Customers have been approached by loan collection personnel at unusual hours and using harsh language, according to RBI governor Shaktikanta Das; ‘this is unacceptable.’
Governor of the Reserve Bank of India (RBI) Shaktikanta Das announced on Friday that the central bank would provide guidelines and steps soon to ensure the safety of the digital lending ecosystem while also improving client protection and fostering innovation.
He went on to say that as people utilize technology and digital services more, there are more instances of digital fraud and customer unhappiness.
He also stated that the RBI Working Group’s views on digital lending are being considered for the issue of guidelines.
The RBI says a Committee for Review of Customer Service Standards in RBI Regulated Entities (REs) was recently formed.
The committee will, among other things, examine the customer service landscape’s developing and evolving demands, particularly in the context of evolving digital financial products and their distribution, and make recommendations to enhance the overall consumer protection framework.
Financial technology regulation, he added, is necessary because of the difficulties it poses to the financial system and the additional dangers it introduces. These dangers have an impact on financial stability and market integrity as a whole.
He was speaking at a Financial Express event called “Disruptions & Opportunities in the Financial Sector.
He remarked of new-age technologies, “When it comes to technology, it may transcend regulatory or national boundaries. The blockchain technology is the most applicable example in this instance. Different blockchain systems can’t be restricted to a single regulator or country.”
Another example, he noted, is De-centralised Finance (DeFi), which processes financial applications on a blockchain with little or no involvement from centralised middlemen. Regulators have significant issues with DeFi because of its anonymity, absence of a centralized governing organization, and legal uncertainty, which can render typical regulatory approaches useless. As a result, there is a case to be made for a globally coordinated regulatory strategy and inter-regulatory coordination to allow for a full evaluation of such operations and risk reduction. The RBI’s regulatory strategy has been re-aligned, according to Das, in order to promote and nurture innovation. Account aggregators and peer-to-peer lending companies have regulatory standards that show a proactive regulatory attitude.
According to Das, “a regulatory sandbox enabling environment has been in place for the previous three years. The Reserve Bank of India (RBI) has also established the Reserve Bank Innovation Hub (RBIH) to spur Fintech development. The establishment of a central bank digital currency (CBDC) is now in the works.”

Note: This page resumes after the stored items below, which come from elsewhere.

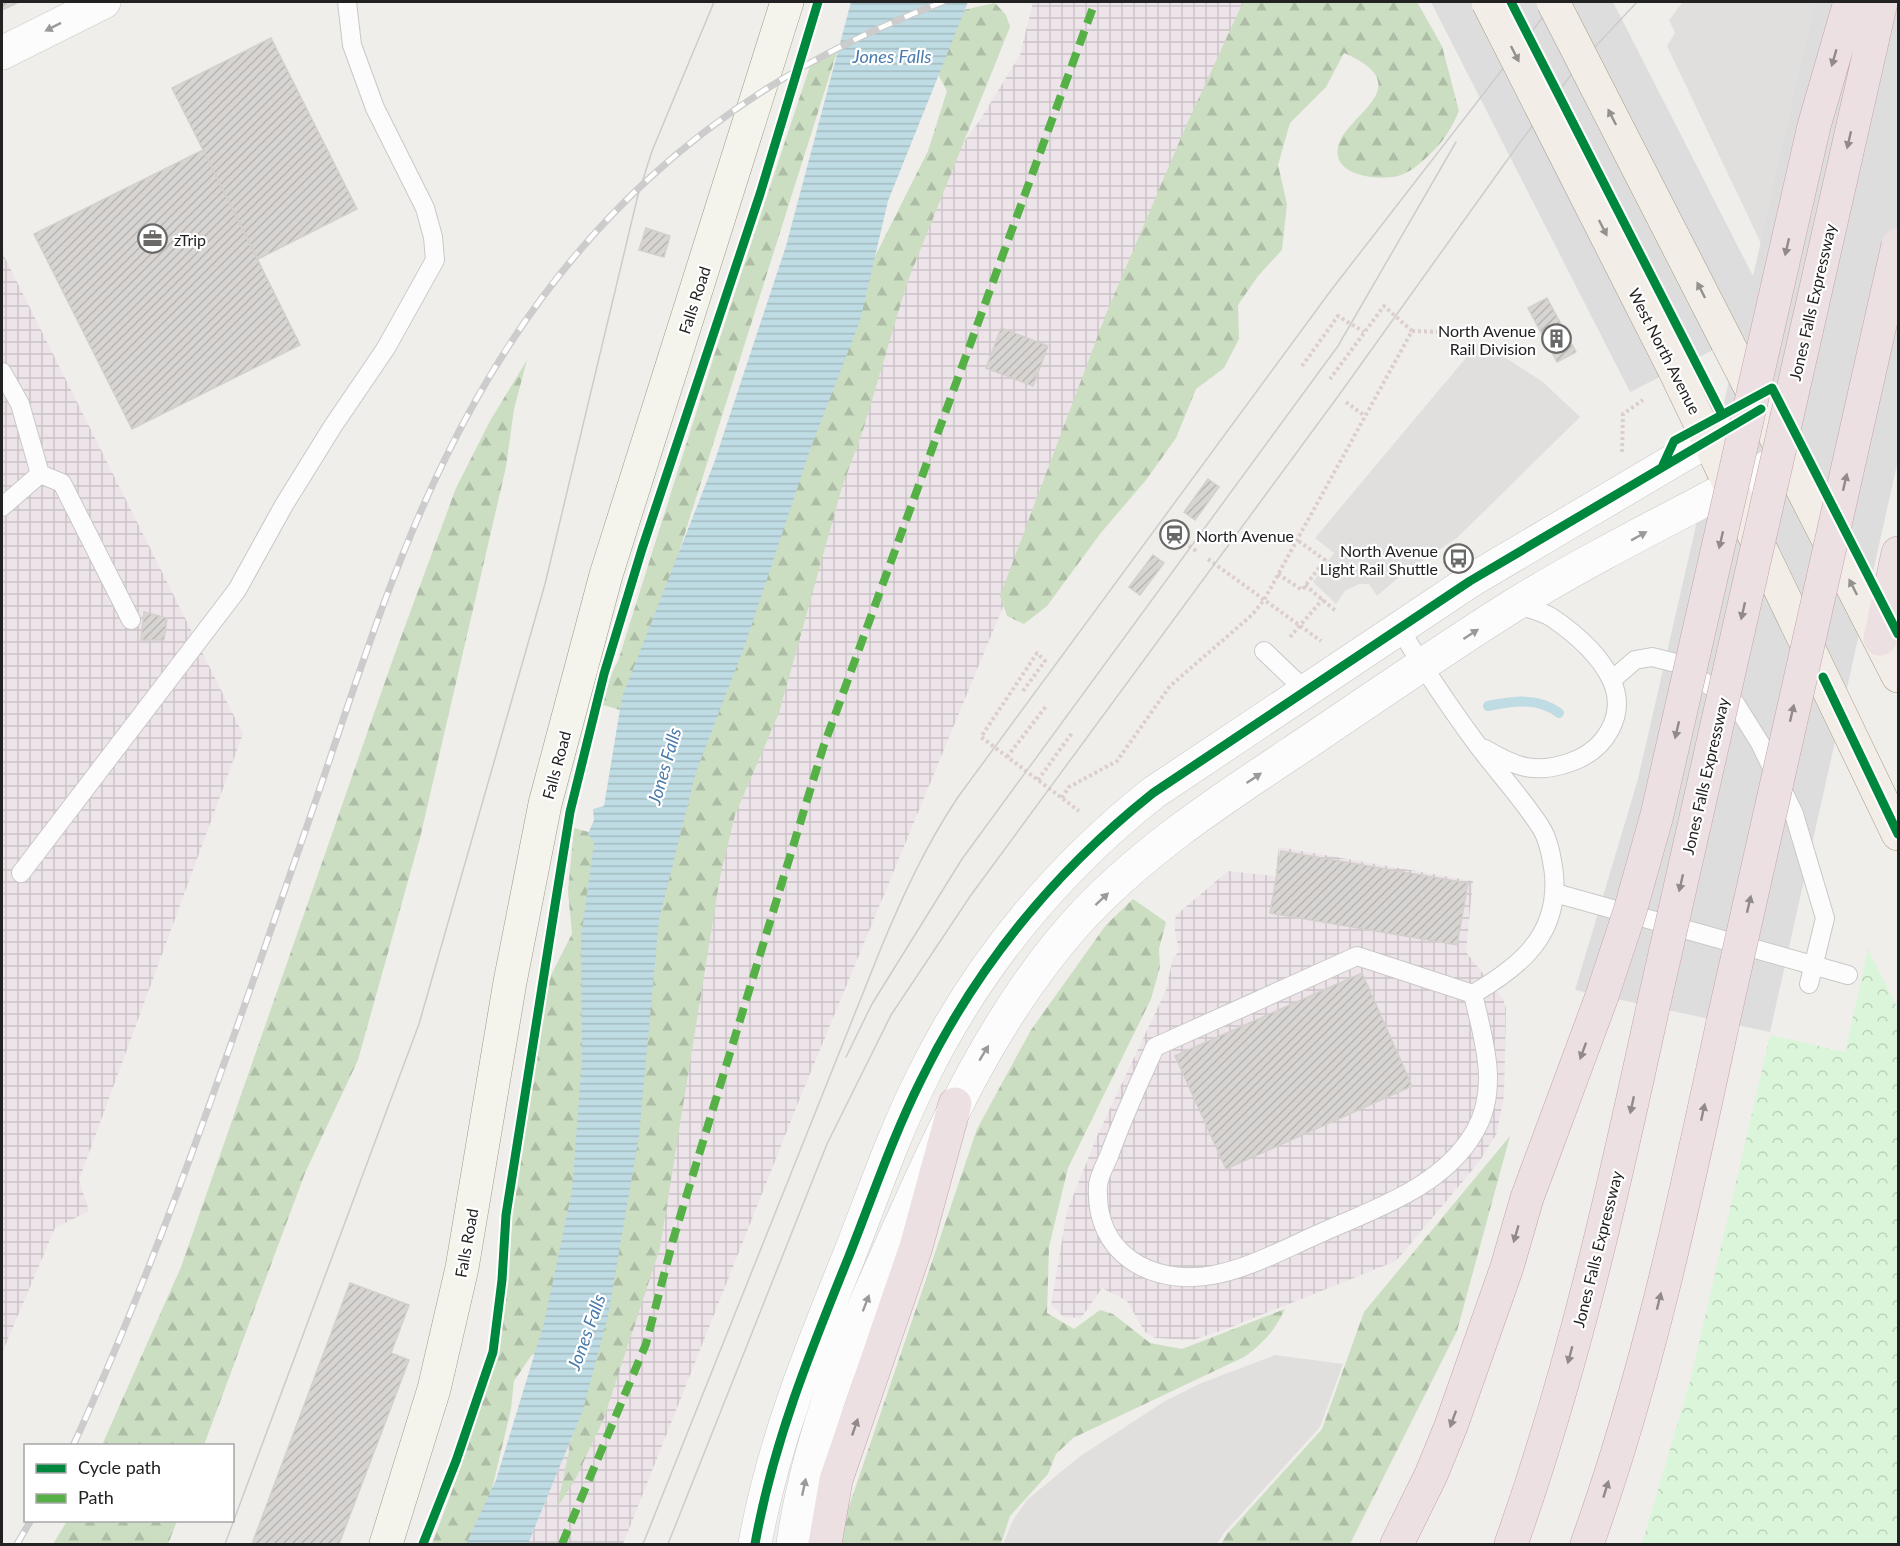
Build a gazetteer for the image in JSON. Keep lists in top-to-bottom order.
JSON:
{
  "streets": {
    "highway": ["Jones Falls Expressway"],
    "main road": ["Falls Road", "West North Avenue"]
  },
  "water": ["Jones Falls"],
  "places": {
    "office": ["zTrip"],
    "building": ["North Avenue Rail Division"],
    "station": ["North Avenue"],
    "bus stop": ["North Avenue Light Rail Shuttle"]
  },
  "legend": ["Cycle path", "Path"]
}
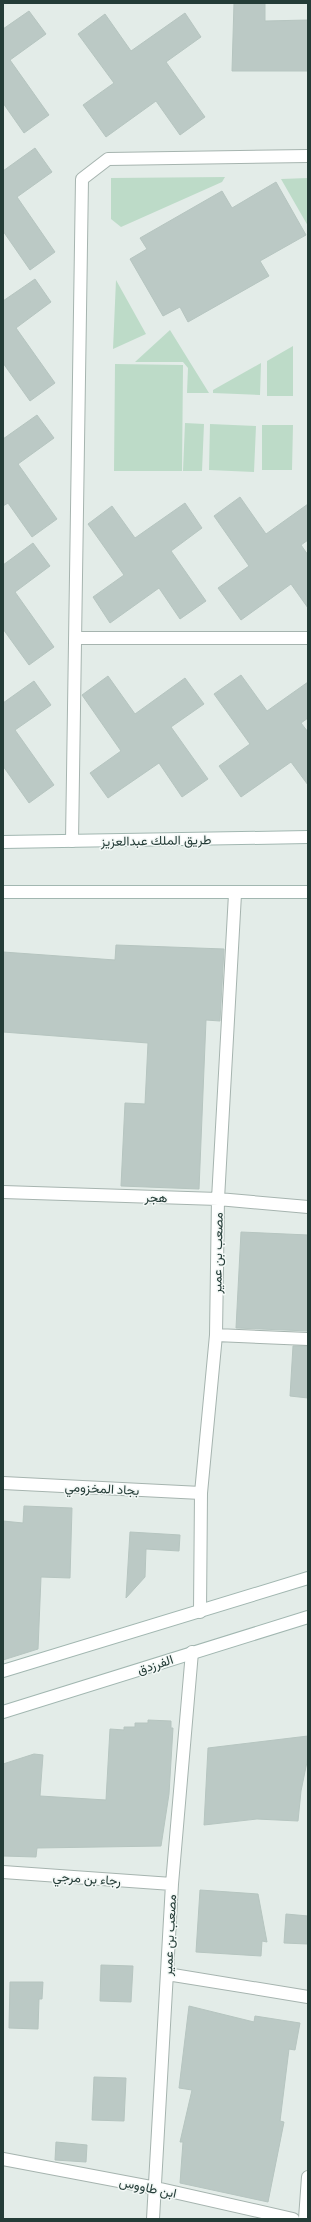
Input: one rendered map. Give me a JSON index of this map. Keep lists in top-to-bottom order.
{
  "streets": {
    "street": [
      "طريق الملك عبدالعزيز",
      "هجر",
      "مصعب بن عمير",
      "بجاد المخزومي",
      "الفرزدق",
      "رجاء بن مرجي",
      "ابن طاووس"
    ]
  },
  "crossings": [
    ["هجر", "مصعب بن عمير"],
    ["مصعب بن عمير", "بجاد المخزومي"],
    ["مصعب بن عمير", "الفرزدق"],
    ["مصعب بن عمير", "رجاء بن مرجي"],
    ["مصعب بن عمير", "ابن طاووس"]
  ]
}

On loan recovery procedures, he added that another area that the RBI is looking into is the harsh recovery tactics employed by certain lenders who do not have proper checks and controls over their recovery agents. Das went on to say, “We’ve received reports of recovery agents calling consumers at odd hours, even beyond midnight. Derogatory language has also been alleged of being used by recovery agents. Recovery agents’ techniques are ineffective and jeopardize the reputations of financial institutions.